The 802.3ad specification adds a link aggregation sublayer to the conventional Ethernet protocol stack at Open Systems Interconnection Layer 2, the media access control (MAC) layer. This sublayer effectively separates the physical connections below from the new, logical MAC address it shows to higher level protocols. Within the sublayer, a link aggregation control protocol (LACP) performs functions that range from verifying configurations and operating status of participating devices to carrying out the distribution tasks necessary for assigning packet flows to their physical links.
The LACP also carries out the collection tasks necessary for receiving incoming packets. Also, the protocol contains a control function for adding and deleting physical links. The distribution mechanism determines which packet flows will go over which physical links. In the event of a link failure, the control function alerts the distributor, which then reassigns the packet flows. Because the operations are carried out low in the OSI protocol model, failure detection and reselection can occur very quickly, typically in less than a second.
Switches 210 and 212 of SIP signaling router 200 illustrated in FIG. 2 may utilize the IEEE 802ab link aggregation control protocol to dynamically re-route SIP signaling traffic around congested a failed links. For example, switch 210 may have multiple physical links connected to one of the cluster nodes that are aggregated into a single logical link using the LACP protocol. When switch 210 detects or is notified of a failure of one of the physical links, traffic is dynamically redirected to another physical link within the logical link. This dynamic redirection is accomplished at the link aggregation sublayer, and as a result, is transparent to higher layers.
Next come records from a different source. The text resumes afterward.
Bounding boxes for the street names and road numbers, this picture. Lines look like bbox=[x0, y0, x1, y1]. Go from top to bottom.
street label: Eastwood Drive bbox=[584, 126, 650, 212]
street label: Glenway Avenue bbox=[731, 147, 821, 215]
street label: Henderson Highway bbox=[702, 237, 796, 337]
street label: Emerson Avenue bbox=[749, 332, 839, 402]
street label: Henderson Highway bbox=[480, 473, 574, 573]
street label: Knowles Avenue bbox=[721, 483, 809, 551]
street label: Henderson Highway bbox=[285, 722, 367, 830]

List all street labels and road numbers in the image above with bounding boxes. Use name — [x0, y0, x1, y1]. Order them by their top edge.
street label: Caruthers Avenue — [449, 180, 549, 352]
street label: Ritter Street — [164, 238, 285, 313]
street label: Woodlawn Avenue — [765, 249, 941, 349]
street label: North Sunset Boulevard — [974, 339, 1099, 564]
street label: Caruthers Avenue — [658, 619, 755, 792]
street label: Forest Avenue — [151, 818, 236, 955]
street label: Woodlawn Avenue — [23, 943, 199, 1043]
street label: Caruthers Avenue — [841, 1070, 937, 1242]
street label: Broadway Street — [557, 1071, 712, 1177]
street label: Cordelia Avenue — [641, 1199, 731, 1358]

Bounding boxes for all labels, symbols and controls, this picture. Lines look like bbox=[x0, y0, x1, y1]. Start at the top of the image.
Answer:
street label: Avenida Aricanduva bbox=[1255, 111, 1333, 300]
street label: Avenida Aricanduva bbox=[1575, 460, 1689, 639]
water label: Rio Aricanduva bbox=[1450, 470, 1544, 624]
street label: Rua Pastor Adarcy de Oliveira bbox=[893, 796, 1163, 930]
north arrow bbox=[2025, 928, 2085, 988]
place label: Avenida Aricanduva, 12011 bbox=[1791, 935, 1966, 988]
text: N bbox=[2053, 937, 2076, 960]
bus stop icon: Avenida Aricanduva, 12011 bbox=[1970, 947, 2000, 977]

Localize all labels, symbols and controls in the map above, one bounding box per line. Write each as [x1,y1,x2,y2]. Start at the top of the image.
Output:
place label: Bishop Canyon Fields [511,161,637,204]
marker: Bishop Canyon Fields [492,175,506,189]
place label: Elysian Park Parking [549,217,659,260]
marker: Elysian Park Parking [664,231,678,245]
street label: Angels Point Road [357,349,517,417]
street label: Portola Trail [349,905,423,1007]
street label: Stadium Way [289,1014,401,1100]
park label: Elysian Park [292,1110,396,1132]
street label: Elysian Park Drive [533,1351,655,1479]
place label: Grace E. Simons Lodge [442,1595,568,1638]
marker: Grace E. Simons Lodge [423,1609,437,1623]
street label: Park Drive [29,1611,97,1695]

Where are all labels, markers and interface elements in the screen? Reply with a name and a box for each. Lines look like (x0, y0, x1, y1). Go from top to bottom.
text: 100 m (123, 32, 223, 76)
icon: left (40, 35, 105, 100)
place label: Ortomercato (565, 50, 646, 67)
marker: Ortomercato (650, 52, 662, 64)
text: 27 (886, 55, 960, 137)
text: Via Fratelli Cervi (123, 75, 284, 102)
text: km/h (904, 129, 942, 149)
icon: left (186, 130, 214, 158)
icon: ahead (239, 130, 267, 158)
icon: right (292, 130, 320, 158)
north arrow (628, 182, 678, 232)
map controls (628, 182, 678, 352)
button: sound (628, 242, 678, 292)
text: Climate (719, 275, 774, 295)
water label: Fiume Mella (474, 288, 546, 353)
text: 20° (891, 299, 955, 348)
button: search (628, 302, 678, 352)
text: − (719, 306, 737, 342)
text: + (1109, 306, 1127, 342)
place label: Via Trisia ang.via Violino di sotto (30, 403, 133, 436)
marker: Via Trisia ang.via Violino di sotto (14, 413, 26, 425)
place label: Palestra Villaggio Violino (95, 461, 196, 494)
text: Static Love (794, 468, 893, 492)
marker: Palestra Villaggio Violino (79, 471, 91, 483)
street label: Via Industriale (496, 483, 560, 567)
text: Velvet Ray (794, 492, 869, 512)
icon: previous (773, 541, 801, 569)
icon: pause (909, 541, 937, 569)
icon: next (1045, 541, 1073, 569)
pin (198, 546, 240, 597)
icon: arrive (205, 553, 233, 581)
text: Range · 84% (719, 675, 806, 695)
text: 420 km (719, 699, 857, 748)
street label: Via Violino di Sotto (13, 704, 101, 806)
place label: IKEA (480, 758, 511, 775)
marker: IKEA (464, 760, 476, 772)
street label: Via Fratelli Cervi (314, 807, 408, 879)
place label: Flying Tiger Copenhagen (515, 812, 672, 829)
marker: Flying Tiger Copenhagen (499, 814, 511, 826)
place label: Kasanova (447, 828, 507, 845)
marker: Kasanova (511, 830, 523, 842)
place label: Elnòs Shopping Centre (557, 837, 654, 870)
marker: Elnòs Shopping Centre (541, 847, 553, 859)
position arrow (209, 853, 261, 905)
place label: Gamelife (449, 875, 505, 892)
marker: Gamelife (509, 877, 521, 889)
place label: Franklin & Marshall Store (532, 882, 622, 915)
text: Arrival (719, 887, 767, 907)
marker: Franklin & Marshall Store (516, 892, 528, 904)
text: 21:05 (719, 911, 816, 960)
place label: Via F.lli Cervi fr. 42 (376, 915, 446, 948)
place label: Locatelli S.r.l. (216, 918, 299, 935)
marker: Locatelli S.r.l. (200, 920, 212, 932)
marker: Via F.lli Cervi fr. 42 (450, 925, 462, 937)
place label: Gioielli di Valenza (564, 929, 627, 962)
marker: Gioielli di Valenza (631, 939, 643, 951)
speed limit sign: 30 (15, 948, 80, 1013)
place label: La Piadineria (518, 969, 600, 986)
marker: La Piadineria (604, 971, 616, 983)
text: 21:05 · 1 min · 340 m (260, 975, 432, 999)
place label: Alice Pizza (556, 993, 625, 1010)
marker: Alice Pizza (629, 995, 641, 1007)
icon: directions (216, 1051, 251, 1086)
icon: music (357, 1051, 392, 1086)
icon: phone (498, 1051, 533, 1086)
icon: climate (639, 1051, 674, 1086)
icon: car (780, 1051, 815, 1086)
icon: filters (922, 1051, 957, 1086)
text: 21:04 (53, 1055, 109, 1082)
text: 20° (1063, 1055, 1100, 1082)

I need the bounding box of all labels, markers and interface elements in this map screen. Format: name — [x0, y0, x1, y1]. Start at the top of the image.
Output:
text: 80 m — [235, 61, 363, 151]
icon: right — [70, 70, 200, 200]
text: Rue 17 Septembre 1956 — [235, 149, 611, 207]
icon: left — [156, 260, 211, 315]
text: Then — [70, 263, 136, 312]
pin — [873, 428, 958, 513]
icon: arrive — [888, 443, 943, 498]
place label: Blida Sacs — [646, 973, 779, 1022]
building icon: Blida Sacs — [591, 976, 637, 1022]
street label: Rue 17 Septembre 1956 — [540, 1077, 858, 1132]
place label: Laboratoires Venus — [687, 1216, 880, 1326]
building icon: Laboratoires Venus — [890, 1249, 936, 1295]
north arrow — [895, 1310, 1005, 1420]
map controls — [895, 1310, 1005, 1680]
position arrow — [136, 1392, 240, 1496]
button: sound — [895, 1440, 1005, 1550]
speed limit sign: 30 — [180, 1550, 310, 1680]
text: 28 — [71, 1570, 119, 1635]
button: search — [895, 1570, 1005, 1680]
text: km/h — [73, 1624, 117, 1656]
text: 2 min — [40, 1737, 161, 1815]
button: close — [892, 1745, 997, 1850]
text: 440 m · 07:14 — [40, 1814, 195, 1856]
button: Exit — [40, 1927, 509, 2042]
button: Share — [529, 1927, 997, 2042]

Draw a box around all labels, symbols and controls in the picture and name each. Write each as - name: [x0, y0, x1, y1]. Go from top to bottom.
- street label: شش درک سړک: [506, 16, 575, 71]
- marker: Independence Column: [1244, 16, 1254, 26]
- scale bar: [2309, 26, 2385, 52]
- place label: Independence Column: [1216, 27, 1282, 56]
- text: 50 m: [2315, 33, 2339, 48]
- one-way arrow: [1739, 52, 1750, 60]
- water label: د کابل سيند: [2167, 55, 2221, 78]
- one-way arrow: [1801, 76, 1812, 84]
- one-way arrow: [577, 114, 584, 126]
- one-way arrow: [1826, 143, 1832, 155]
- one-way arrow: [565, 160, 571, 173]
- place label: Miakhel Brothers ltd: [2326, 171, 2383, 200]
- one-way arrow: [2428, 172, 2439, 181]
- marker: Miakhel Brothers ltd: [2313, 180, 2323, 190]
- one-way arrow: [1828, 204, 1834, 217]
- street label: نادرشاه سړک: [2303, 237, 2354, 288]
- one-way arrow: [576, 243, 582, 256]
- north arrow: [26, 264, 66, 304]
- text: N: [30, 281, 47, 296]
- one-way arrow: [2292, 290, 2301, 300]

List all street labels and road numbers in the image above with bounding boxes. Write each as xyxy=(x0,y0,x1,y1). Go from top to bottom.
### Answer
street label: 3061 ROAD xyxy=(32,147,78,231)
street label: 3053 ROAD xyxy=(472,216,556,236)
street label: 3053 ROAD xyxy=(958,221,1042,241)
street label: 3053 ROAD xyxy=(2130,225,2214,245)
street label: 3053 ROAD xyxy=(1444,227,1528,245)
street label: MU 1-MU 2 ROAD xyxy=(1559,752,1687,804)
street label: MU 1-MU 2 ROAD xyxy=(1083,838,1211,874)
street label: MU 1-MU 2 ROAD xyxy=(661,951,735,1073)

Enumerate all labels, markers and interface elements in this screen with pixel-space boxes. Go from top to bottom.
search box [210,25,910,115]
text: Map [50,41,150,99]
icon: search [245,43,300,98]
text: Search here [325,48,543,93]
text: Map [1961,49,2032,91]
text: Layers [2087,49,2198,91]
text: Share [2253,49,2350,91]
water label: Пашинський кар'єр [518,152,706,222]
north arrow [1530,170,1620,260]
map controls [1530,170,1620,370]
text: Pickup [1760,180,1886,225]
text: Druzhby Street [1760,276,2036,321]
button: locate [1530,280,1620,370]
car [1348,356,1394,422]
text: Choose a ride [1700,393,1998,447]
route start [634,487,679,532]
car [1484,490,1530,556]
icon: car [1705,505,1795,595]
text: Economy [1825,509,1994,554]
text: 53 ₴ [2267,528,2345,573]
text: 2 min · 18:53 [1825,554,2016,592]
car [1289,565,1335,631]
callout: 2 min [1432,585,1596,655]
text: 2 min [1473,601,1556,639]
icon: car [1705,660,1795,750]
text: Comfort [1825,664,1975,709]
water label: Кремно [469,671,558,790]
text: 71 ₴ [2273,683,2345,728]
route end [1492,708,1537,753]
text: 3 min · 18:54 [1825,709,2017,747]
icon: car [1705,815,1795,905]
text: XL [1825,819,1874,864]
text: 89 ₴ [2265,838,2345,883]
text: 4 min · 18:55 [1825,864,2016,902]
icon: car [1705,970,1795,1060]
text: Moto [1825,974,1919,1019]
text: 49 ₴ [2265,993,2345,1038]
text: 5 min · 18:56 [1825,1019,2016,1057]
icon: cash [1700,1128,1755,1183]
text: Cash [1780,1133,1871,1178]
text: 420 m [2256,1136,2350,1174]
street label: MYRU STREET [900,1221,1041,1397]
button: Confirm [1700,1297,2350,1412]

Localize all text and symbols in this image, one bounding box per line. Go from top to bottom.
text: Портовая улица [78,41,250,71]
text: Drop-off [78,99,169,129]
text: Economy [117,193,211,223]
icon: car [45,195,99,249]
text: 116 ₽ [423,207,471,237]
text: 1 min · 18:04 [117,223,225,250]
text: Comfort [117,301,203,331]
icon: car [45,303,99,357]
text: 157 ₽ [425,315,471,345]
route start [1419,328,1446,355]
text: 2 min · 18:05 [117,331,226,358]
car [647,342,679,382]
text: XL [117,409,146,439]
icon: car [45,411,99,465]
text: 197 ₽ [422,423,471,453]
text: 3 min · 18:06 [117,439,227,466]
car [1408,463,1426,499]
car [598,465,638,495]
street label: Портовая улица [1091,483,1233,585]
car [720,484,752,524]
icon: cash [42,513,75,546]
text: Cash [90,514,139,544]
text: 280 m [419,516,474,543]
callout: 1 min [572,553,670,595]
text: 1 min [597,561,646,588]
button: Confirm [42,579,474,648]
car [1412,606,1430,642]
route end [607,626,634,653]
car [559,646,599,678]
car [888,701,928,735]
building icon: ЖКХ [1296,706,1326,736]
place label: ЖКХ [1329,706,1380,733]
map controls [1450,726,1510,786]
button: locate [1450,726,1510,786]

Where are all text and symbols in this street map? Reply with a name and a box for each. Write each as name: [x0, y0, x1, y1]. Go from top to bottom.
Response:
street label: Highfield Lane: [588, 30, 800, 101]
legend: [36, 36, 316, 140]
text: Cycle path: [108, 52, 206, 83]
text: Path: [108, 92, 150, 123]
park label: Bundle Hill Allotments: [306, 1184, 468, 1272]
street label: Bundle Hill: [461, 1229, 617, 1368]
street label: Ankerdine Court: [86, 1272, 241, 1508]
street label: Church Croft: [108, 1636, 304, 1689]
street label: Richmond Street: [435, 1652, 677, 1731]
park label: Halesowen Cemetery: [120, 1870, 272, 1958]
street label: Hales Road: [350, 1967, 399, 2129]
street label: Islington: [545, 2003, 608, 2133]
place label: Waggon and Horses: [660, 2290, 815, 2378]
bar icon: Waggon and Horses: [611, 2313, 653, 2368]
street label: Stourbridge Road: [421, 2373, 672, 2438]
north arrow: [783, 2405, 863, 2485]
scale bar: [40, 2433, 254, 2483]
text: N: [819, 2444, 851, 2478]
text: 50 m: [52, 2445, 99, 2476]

FIG. 9 illustrates an alternate embodiment of a SIP signaling router according to the present invention. In the illustrated embodiment, SIP signaling router 200A comprises a plurality of printed circuit boards connected via a communications bus. Each printed circuit board includes one or more microprocessors. For example, each printed circuit board may include an application processor for performing SIP functions and a communications processor for communicating via the communications bus. In the illustrated example, active location server 204A replicates its local database of SIP location information to cluster nodes 202A via the communications bus. In a preferred embodiment of the invention, communications bus 1100 comprises a dual, counter rotating serial bus. Local subsystem management system (LSMS) 1102 provisions the data stored in the SIP location database managed by active location server 204A. LSMS 1102 may also interface with an external device to receive database information from a user.
The underlying hardware illustrated in FIG. 9 is similar to the hardware architecture of an EAGLEŽ signal transfer point available from Tekelec of Calabasas, Calif. However, rather than performing signaling system seven routing functions, the SIP signaling router illustrated in FIG. 9 performs SIP routing functions.
It will be understood that various details of the invention may be changed without departing from the scope of the invention. Furthermore, the foregoing description is for the purpose of illustration only, and not for the purpose of limitation—the invention being defined by the claims.